Picture this: Your child is sitting playing at preschool when their face starts swelling, they
have difficulty breathing, they feel weak, and then they collapse, unconscious. Scary, right? This is the fear some parents face on a daily basis when their child has anaphylactic reaction due to an allergy.

An allergic reaction is when the immune system reacts with something in the environment. One in three Kiwis deal with some type of allergy in their lifetime. With nut allergy being a common culprit, a high number of preschools and schools have a nut-free policy, and a number are also egg-free.

Sometimes people express concern at the hype around allergies, suggesting parents and schools are being overly cautious. However, rates of allergies are significantly growing, raising the question, “Why are there so many more children with allergies now?”

There are a few theories around this. It could be due to the changes in bacteria we have in our gut, a result of reduced vitamin D (which is the vitamin we mostly obtain through sunlight exposure), our increased hygiene practices, or it could be related to the timing of introducing solids. Most probably it is due to a combination of all these factors and other factors. Hopefully further research in this area
will provide us with answers offering prevention strategies.

While children who have a family history of allergies are at an increased risk of developing an allergy, anybody at any age can develop an allergy. With this significant rise in children being diagnosed with food allergies, it is impacting more on how we are able to eat socially as well. A typical situation arose recently on a camping holiday when my daughters befriended a child at the park who then came to play. I didn’t feel it was safe to just give out snacks without chatting to their parents first. Teachers face this issue when handing out the odd cupcake to their students. Any such treat could be an issue for a child with coeliac disease who can not consume gluten without it damaging their digestive tract.

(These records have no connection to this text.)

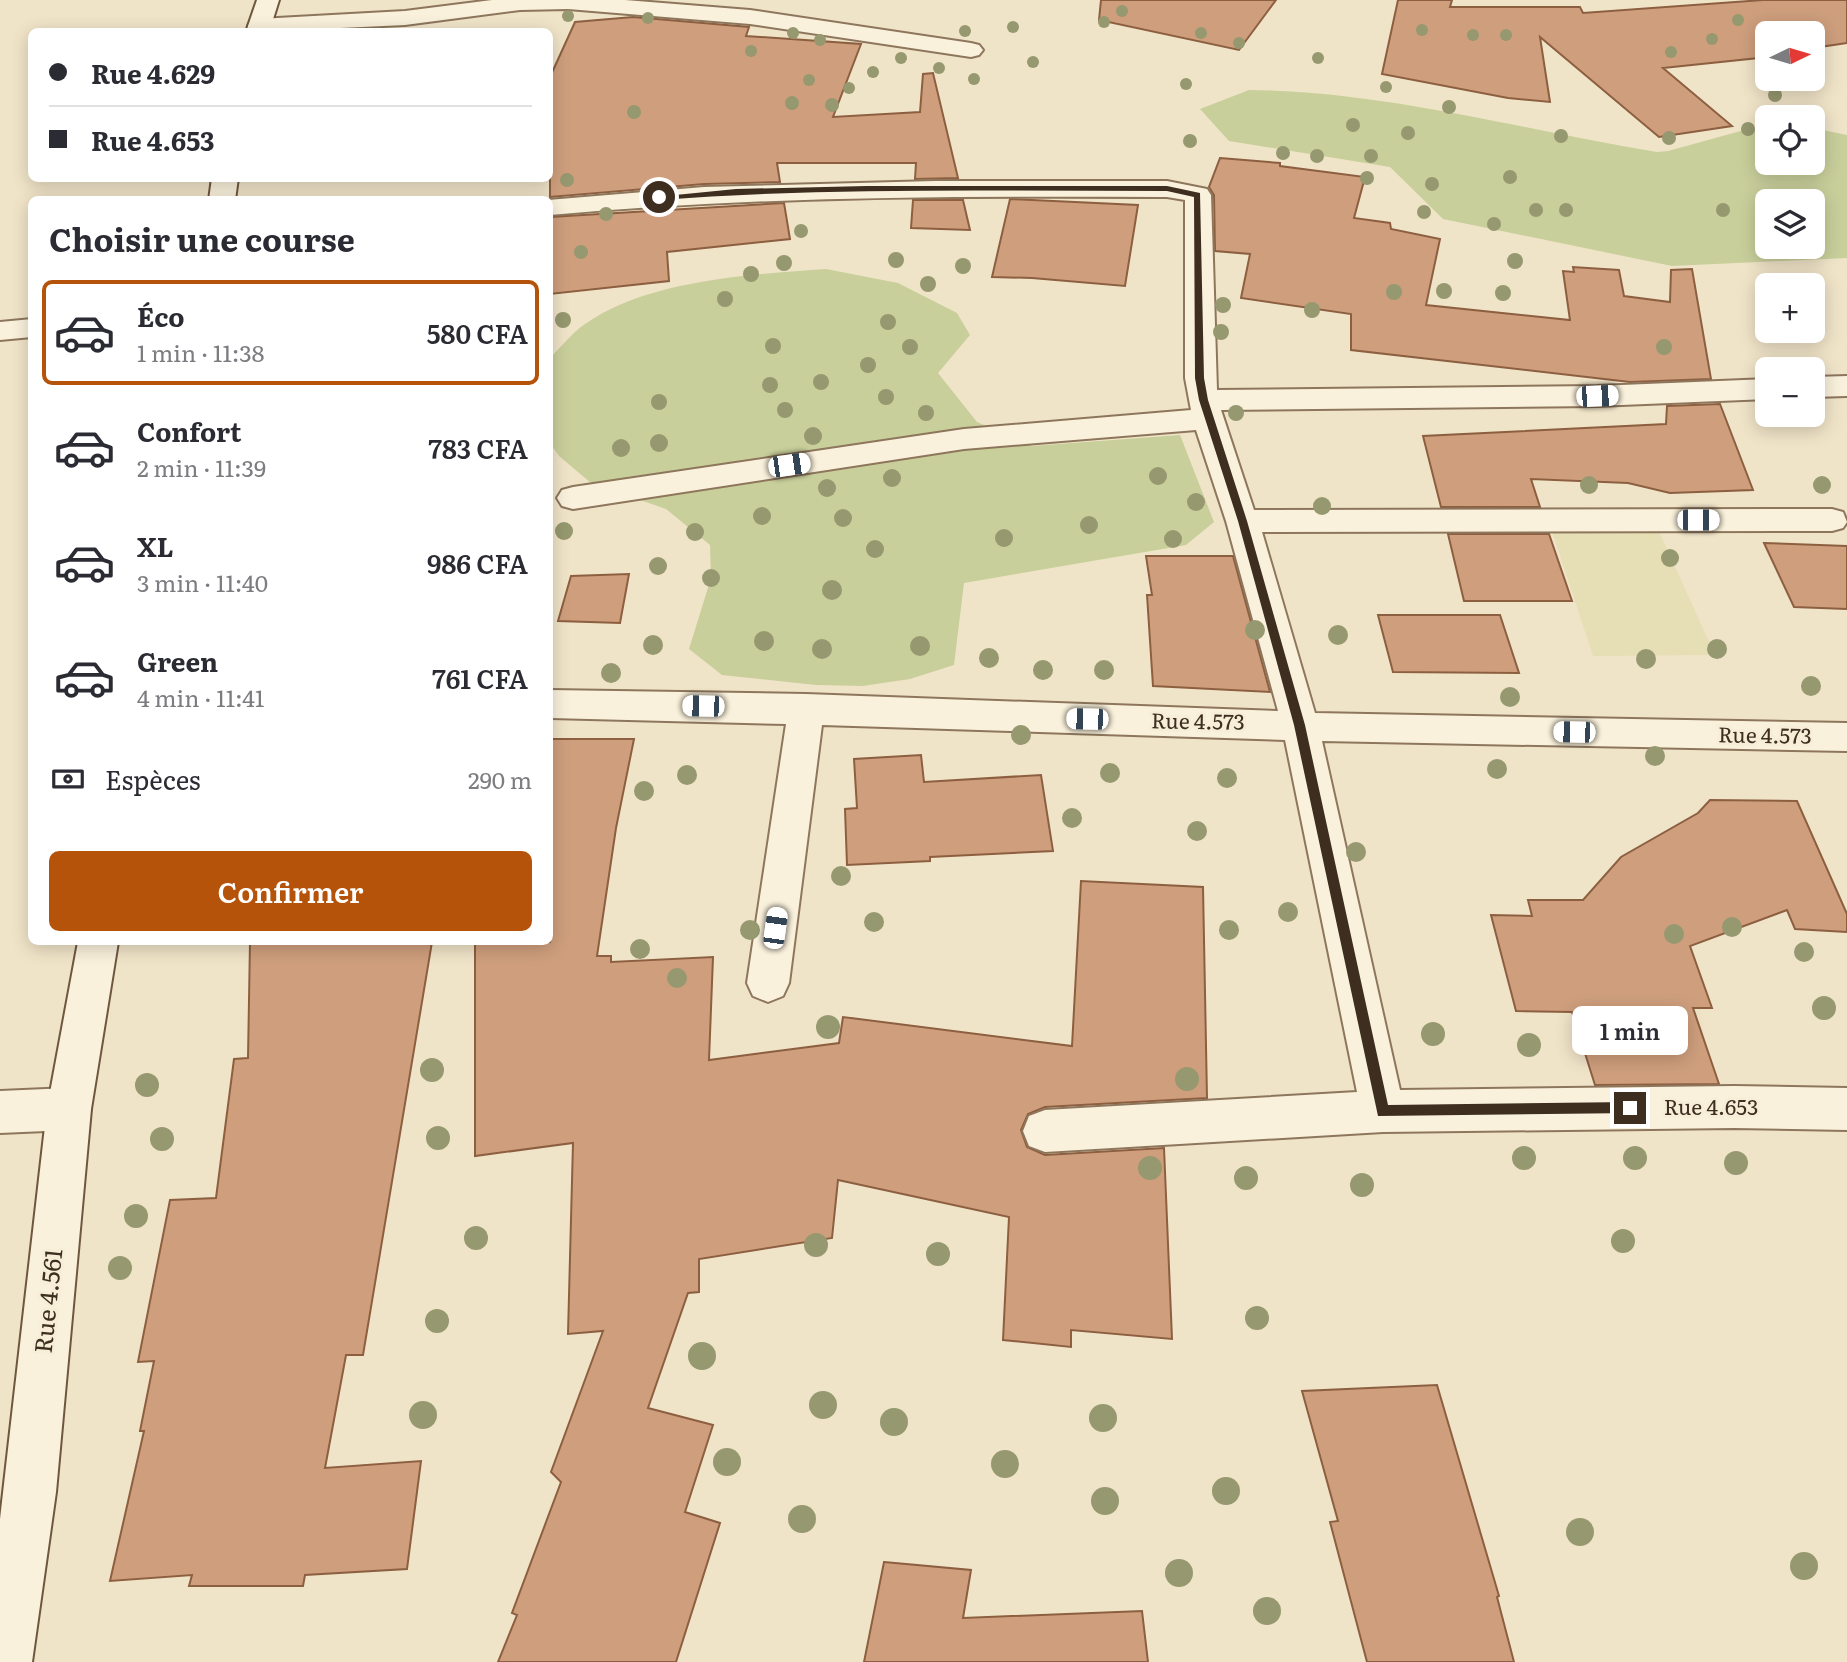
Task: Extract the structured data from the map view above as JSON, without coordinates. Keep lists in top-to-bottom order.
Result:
{
  "streets": {
    "street": ["Rue 4.573", "Rue 4.653", "Rue 4.561"]
  },
  "north": "right",
  "page": {
    "map_buttons": ["+", "−"],
    "banner": ["Rue 4.629", "Rue 4.653"],
    "heading": "Choisir une course",
    "list": [
      {
        "name": "Éco",
        "note": "1 min · 11:38",
        "value": "580 CFA"
      },
      {
        "name": "Confort",
        "note": "2 min · 11:39",
        "value": "783 CFA"
      },
      {
        "name": "XL",
        "note": "3 min · 11:40",
        "value": "986 CFA"
      },
      {
        "name": "Green",
        "note": "4 min · 11:41",
        "value": "761 CFA"
      }
    ],
    "pay": ["Espèces", "290 m"],
    "buttons": "Confirmer",
    "bubble": "1 min"
  }
}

When listening to talkback radio recently, I was amazed by the volume of people ringing in saying, “Why can’t children with a nut allergy just not eat the other children’s food? They should just eat from their own lunchbox!” Or, “Why can’t children with a nut allergy sit somewhere else at lunchtime?”

Those of you who know a child who has a severe nut allergy will know that those old enough to make their own decisions are very careful about what they eat, to the point of many being fearful. It is through no lack of effort by parents, teachers, or the child themselves that a reaction can occur. Unfortunately, as little exposure as having a nut touch the child’s skin can be enough for an anaphylactic reaction, so sharing toys with someone who has had nuts for lunch could cause the reaction, whether they put it in their mouth or not.

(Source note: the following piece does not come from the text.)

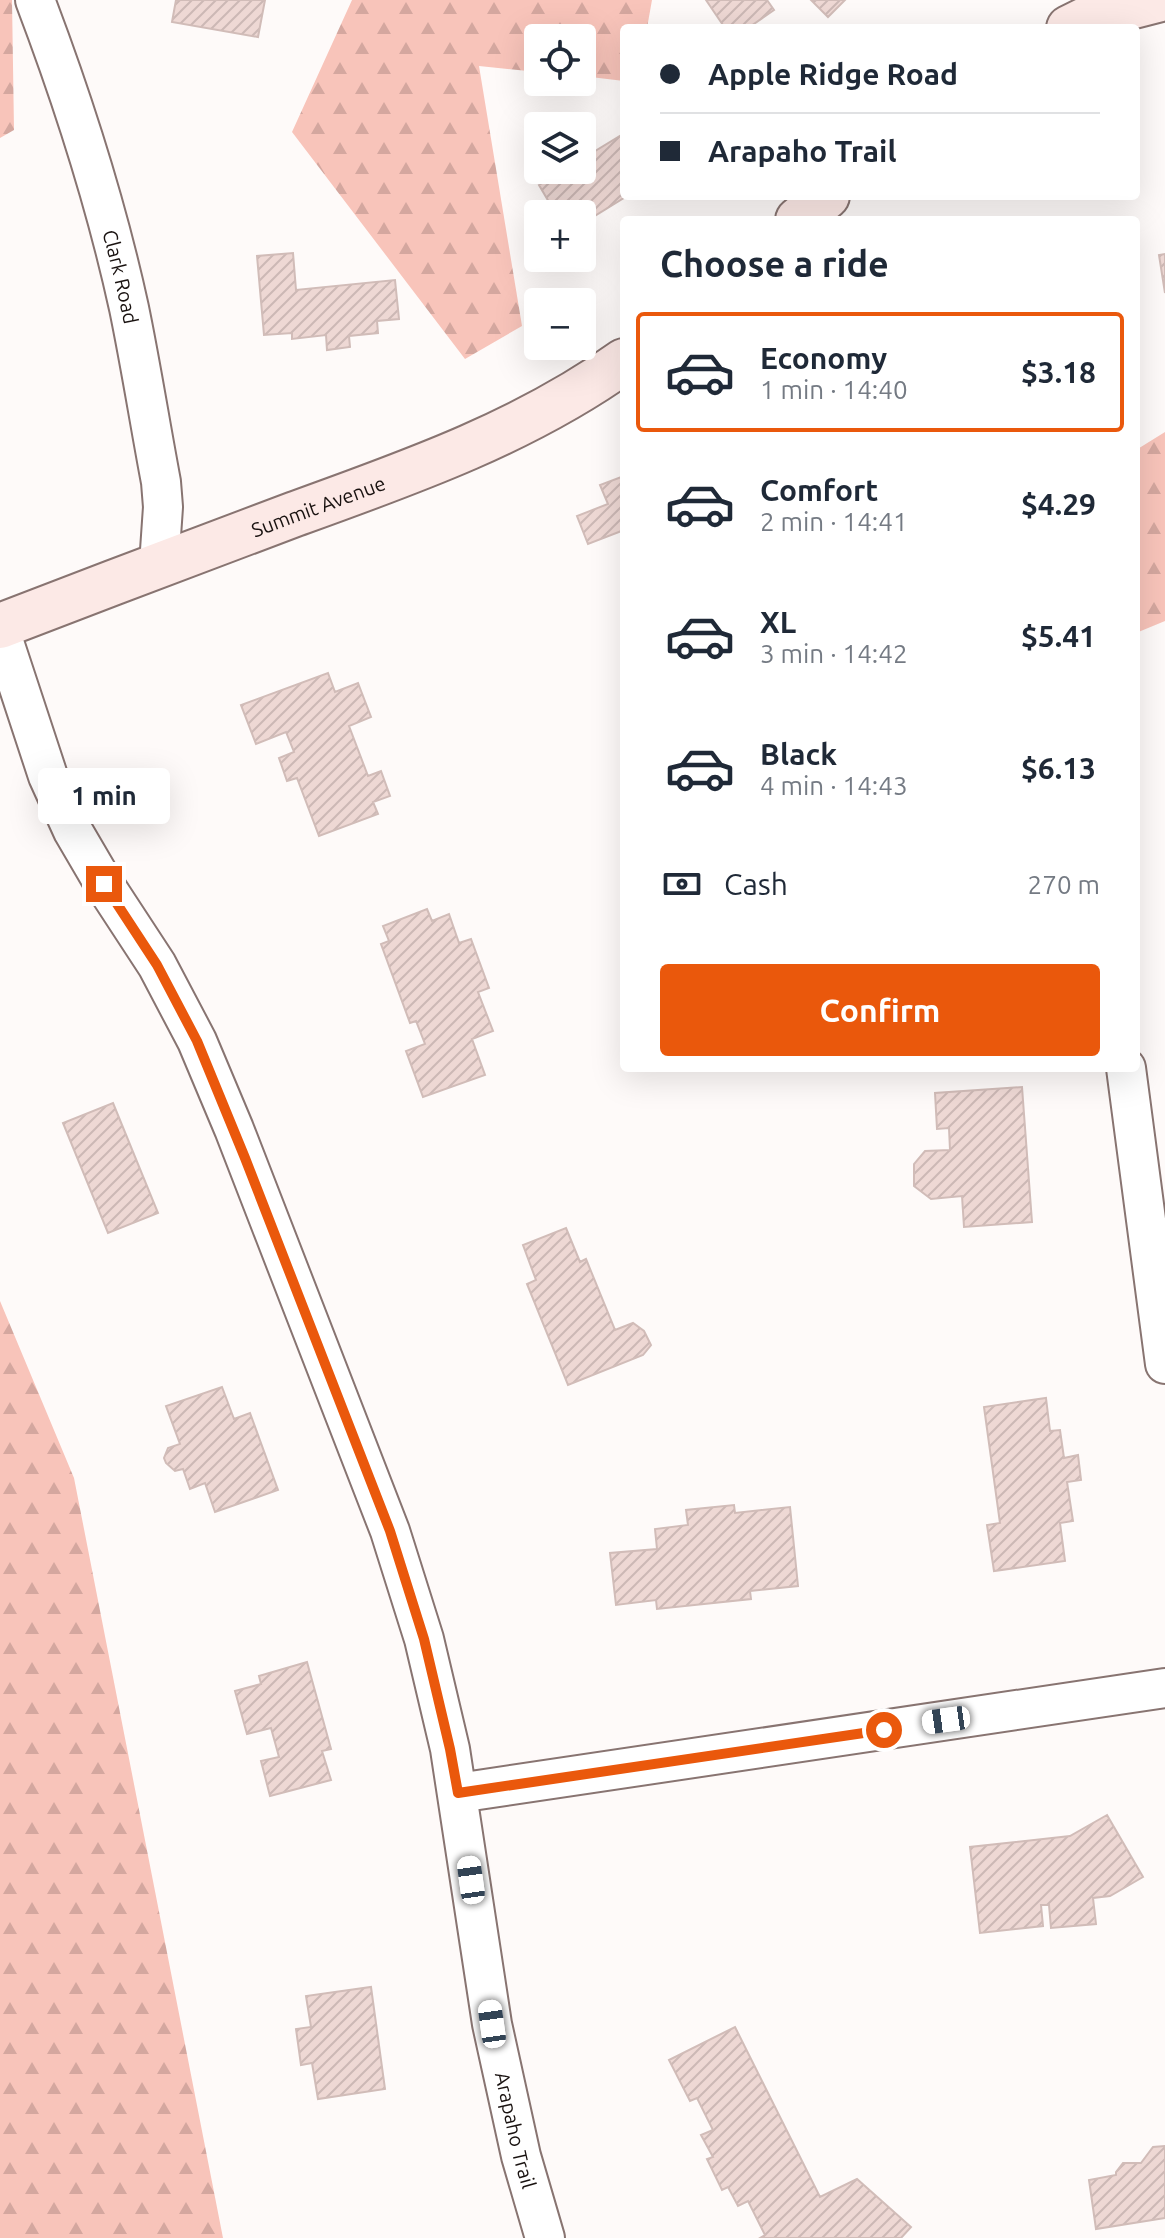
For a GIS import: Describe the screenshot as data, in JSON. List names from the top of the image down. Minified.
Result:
{"streets":{"street":["Clark Road","Summit Avenue","Arapaho Trail"]},"crossings":[["Clark Road","Summit Avenue"],["Summit Avenue","Arapaho Trail"]],"page":{"map_buttons":["+","−"],"banner":["Apple Ridge Road","Arapaho Trail"],"heading":"Choose a ride","list":[{"name":"Economy","note":"1 min · 14:40","value":"$3.18"},{"name":"Comfort","note":"2 min · 14:41","value":"$4.29"},{"name":"XL","note":"3 min · 14:42","value":"$5.41"},{"name":"Black","note":"4 min · 14:43","value":"$6.13"}],"bubble":"1 min","pay":["Cash","270 m"],"buttons":"Confirm"}}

A high number of professionals are involved in the decision to introduce an allergy-based policy, and it is in them we trust. It’s becoming common for preschools and schools to be completely nut-free, regardless of whether there are any children allergic to nuts attending. Having personally made the switch recently from a kindergarten who allowed nuts to a nut-free school and making a slip-up myself one day early in the transition, I can see why this rule is in place. It’s very hard to chop and change our habits, so it is often easier and, more importantly, safer to have a blanket rule. It also avoids singling out a child with allergies who may start at a later date.

At the end of the day, children’s safely at preschool or school is always priority, whether this means gates to keep them off the road, or making a school nut-free. It’s all part of living in our great community!